Segment Open

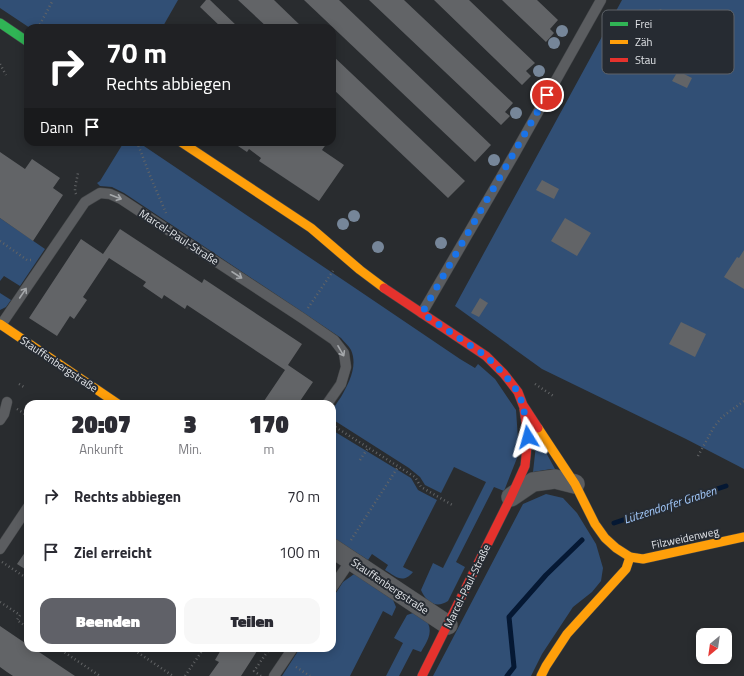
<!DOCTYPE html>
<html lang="de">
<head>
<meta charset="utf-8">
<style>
	body { margin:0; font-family:"Titillium Web",sans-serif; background:#f7f7f7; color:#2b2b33; height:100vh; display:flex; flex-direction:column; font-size:15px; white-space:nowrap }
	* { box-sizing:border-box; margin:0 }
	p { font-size:13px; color:#7c7c81 }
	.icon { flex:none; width:22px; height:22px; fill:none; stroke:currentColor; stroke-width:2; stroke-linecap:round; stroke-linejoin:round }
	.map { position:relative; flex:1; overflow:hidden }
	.sheet { position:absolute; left:24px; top:400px; width:312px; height:252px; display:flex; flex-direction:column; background:#fff; border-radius:12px; box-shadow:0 2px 10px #0003 }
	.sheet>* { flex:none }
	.top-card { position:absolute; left:24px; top:24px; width:312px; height:122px; border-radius:12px; box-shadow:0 2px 10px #0003; background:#202124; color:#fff; overflow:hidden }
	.needle { width:26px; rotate:209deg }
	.fabs { position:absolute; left:696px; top:628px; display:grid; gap:8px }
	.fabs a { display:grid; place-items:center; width:36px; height:36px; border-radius:8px; background:#fff; box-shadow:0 2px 10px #0003; font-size:20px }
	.pin { position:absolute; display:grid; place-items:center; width:34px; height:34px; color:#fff; margin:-17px; border:2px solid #fff; border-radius:50%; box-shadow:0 1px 4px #0007 }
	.me { position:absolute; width:44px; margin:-22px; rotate:352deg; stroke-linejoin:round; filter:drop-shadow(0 0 3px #0008) }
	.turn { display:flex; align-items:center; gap:14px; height:84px; padding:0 16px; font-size:18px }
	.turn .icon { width:52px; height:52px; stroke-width:2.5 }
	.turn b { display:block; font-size:28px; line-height:34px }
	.then { display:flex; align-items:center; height:38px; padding:0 16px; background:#0003; gap:8px; font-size:15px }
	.eta { display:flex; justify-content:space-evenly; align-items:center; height:68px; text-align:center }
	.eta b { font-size:24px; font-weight:800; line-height:28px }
	.primary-button { display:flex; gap:8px; margin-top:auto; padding:8px 16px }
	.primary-button a { flex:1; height:46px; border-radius:12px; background:#606168; color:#fff; font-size:16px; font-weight:800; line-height:46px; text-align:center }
	.primary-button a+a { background:#f7f7f7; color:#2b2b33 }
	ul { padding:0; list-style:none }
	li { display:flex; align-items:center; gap:12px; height:56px; padding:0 16px }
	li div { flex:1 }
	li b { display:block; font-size:15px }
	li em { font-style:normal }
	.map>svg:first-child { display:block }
</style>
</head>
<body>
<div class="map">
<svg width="744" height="676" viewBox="0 0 744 676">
	<rect width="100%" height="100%" fill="#292c2f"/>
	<g fill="#314f75">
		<polygon points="0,0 178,0 162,28 30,28 0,8"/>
		<polygon points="622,0 744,0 744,469 686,439 542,369 455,306"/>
		<path d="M124 142H138L355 288 460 359 475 368 478 364 495 379 516 410 519 453 504 491 494 487 456 562 465 567 448 601C436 609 426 602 421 590L433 563 443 568 486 482 454 467 441 493 425 485 420 477 409 468 332 419C332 409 335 406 341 397 349 383 358 366 351 350 349 346 344 342 341 338L124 193 112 187 100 186 97 183 100 181Z"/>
		<polygon points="0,218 45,249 20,286 4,276 0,281"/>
		<polygon points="0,293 11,300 6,307 0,310"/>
		<path d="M332 430 411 478 418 490 437 500 403 567 413 572C403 584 396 577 385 570L388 565 372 554 368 560 332 537Z"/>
		<polygon points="537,436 555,469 551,469 533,472"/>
		<polygon points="546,494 563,498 577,513 596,544 603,568 601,581 592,592 573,607 542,654 531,676 433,676 523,504"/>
		<polygon points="357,572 391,595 396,607 392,616 383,611 350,676 282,676 300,648 332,648 332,599 343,582"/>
		<path d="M416 612C420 615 426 619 428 623 433 634 426 643 421 652L413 649 399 676H386L403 643 394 638 407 615Z"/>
	</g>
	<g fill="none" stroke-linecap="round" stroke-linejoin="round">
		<g stroke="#051833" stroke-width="5">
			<polyline points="614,523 726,486"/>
			<polyline points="507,676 514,667 509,617 546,575 582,540"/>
		</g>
	</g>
	<g fill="#626467">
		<polygon points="206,0 210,0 239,28 222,28 200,7"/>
		<polygon points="238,0 274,0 303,28 268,28"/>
		<polygon points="304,0 339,0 491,145 475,162"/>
		<polygon points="369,0 404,0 513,103 505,112 510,116 501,125"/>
		<polygon points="434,0 469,0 535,63 526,71 531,76 522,85"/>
		<polygon points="502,0 537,0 558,20 550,29 554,33 546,42"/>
		<polygon points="660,9 673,15 665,31 652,24"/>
		<polygon points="332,55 465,181 448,198 332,88"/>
		<polygon points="678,71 692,78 687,88 672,81"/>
		<polygon points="232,142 325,142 327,143 322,150 344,165 319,201 259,161 261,158 249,149 247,152"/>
		<polygon points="0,152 25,169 32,159 60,178 53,188 63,195 33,241 0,218"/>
		<polygon points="542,180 559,189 554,199 536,190"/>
		<polygon points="565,218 591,233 577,256 551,241"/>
		<polygon points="120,229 202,283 204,279 302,344 288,365 313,382 298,404 262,404 285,370 187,305 185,309 164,295 162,299 143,286 146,282 109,258 83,297 87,300 74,319 70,316 57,336 29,318 81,239 103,254"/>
		<polygon points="744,250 744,289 724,277 737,257 739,258"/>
		<polygon points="480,298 488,303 479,317 471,313"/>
		<polygon points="681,322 706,334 695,357 669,344"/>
		<polygon points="28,548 28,571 17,564"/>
		<polygon points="0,626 28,645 28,648 33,648 75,676 13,676 7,672 0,667"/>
		<polygon points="222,648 259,648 241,676 209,676 219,662 215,660"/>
	</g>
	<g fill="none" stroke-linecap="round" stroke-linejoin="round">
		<g stroke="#444749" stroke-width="11">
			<g id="lane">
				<polyline points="422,313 515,153 601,0"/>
				<polyline points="1,325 85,202 100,193 110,194 121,199 302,318 334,340 344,353 346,367 341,384 327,404"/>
				<polyline points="0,420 4,414 7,402"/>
				<polyline points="0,549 28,507"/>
				<polyline points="332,588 351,560"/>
				<polyline points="274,676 293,648"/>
			</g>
		</g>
		<g stroke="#444749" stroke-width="20">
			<g id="street">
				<polyline points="511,497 533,482 555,479 575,484"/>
				<polyline points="332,548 448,625"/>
			</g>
		</g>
		<g stroke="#444749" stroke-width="10">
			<polyline id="fast" points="0,23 28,42"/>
		</g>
		<g stroke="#444749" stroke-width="10">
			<g id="slow">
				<polyline points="181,142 311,228 360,270 384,288"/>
				<polyline points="0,324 118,404"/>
				<polyline points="538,428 575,484 595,524 605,538 616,548 630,557 643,559 744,537"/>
				<polyline points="541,676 546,666 567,634 626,569 630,557"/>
			</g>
		</g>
		<g stroke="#444749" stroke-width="10">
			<g id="jam">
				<polyline points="384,288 486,356 504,374 518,392 523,405 538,428"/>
				<polyline points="422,676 511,497 525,466 528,437 524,409"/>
			</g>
		</g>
		<g stroke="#626466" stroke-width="2.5" stroke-dasharray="1 3" stroke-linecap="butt">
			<polyline points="38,28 53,0"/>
			<polyline points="0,64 6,75"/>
			<polyline points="137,142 151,178 166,213"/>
			<polyline points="76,194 75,192 75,188 78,173"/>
			<polyline points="0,241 27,260 31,260"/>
			<polyline points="308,308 333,271"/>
			<polyline points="19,384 24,387"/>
			<polyline points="535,384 555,397"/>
			<polyline points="17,409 28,416"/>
			<polyline points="332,425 415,477 421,487 454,506"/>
			<polyline points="698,456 714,427 722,417 744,401"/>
			<polyline points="360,460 368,448"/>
			<polyline points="351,540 398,467"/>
			<polyline points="2,562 28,579"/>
			<polyline points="0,602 20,615 17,620 28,628"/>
			<polyline points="58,648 100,676"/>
			<polyline points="131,648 173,676"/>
			<polyline points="296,667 310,676"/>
			<polyline points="185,676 204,648"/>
			<polyline points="261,676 254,671 270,648"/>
		</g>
		<use href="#lane" stroke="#5b5d60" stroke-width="10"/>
		<use href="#street" stroke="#5b5d60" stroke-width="19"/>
		<use href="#fast" stroke="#30b455" stroke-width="9"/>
		<use href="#slow" stroke="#ff9f0a" stroke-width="9"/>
		<use href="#jam" stroke="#e5322d" stroke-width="9"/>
	</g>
	<g fill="#768699">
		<circle cx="562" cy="31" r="6"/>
		<circle cx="554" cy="43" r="6"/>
		<circle cx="539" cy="71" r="6"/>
		<circle cx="516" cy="113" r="6"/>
		<circle cx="494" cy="160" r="6"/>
		<circle cx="354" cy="216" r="6"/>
		<circle cx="343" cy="224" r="6"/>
		<circle cx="441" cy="243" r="6"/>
		<circle cx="378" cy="247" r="6"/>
	</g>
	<defs><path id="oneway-shaft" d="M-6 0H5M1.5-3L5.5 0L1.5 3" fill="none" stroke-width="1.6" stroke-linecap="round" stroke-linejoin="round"/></defs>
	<g stroke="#a5a8ab">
		<use href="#oneway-shaft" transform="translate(116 197) rotate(21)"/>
		<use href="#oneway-shaft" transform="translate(237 275) rotate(33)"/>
		<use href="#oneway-shaft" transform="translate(23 293) rotate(-56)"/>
		<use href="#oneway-shaft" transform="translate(341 351) rotate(60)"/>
	</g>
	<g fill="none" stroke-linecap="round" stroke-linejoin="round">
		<polyline stroke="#1a73e8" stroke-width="7" stroke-dasharray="0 12.6" points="528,437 523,405 518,392 504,374 486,356 422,313 547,95"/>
	</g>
	<g text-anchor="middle" stroke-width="4" stroke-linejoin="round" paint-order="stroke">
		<g font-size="11" fill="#e2e5e9" stroke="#262b32">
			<text transform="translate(179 237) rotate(33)" y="4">Marcel-Paul-Straße</text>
			<text transform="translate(59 364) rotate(34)" y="4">Stauffenbergstraße</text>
			<text transform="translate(685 538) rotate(-12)" y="4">Filzweidenweg</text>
			<text transform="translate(390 586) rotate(34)" y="4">Stauffenbergstraße</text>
			<text transform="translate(467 586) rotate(-64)" y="4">Marcel-Paul-Straße</text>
		</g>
		<g font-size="12" font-style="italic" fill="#a4cbfd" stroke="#262b32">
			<text transform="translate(670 505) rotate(-18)" y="4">Lützendorfer Graben</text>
		</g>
	</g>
	<rect x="602" y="10" width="132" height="64" rx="6" fill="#262b32" stroke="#5e6369" stroke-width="1"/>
	<rect x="610" y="22" width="18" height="4" fill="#30b455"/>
	<rect x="610" y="40" width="18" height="4" fill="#ff9f0a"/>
	<rect x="610" y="58" width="18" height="4" fill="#e5322d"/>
	<g font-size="11" fill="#e2e5e9">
		<text x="635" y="28">Frei</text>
		<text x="635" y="46">Zäh</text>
		<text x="635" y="64">Stau</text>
	</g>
</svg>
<div class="fabs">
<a><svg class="needle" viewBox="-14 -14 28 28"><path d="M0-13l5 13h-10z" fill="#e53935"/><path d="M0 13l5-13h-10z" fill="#7c7c81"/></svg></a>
</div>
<div class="pin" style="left:547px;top:95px;background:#d93025"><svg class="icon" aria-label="arrive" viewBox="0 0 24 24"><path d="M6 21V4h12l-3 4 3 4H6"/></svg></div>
<svg class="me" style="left:528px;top:437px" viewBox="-20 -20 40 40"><path d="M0-17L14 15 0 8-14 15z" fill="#1a73e8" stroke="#fff" stroke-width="4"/></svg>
<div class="top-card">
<div class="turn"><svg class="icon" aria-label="right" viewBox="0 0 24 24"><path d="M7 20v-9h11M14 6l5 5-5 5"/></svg><div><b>70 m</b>Rechts abbiegen</div></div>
<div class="then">Dann<svg class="icon" aria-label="arrive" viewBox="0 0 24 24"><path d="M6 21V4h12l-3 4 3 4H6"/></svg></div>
</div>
<section class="sheet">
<div class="eta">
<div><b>20:07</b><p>Ankunft</p></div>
<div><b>3</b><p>Min.</p></div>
<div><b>170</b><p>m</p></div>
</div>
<ul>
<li><svg class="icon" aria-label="right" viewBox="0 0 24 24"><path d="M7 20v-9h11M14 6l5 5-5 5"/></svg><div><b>Rechts abbiegen</b></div><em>70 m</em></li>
<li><svg class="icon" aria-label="arrive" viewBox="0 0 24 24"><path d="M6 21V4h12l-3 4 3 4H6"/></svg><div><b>Ziel erreicht</b></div><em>100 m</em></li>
</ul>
<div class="primary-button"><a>Beenden</a><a>Teilen</a></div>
</section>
</div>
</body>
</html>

Segment Closed

What is required: The answer must be every line of the records that holds the string "place".

Exercise result:
	.fabs a { display:grid; place-items:center; width:36px; height:36px; border-radius:8px; background:#fff; box-shadow:0 2px 10px #0003; font-size:20px }
	.pin { position:absolute; display:grid; place-items:center; width:34px; height:34px; color:#fff; margin:-17px; border:2px solid #fff; border-radius:50%; box-shadow:0 1px 4px #0007 }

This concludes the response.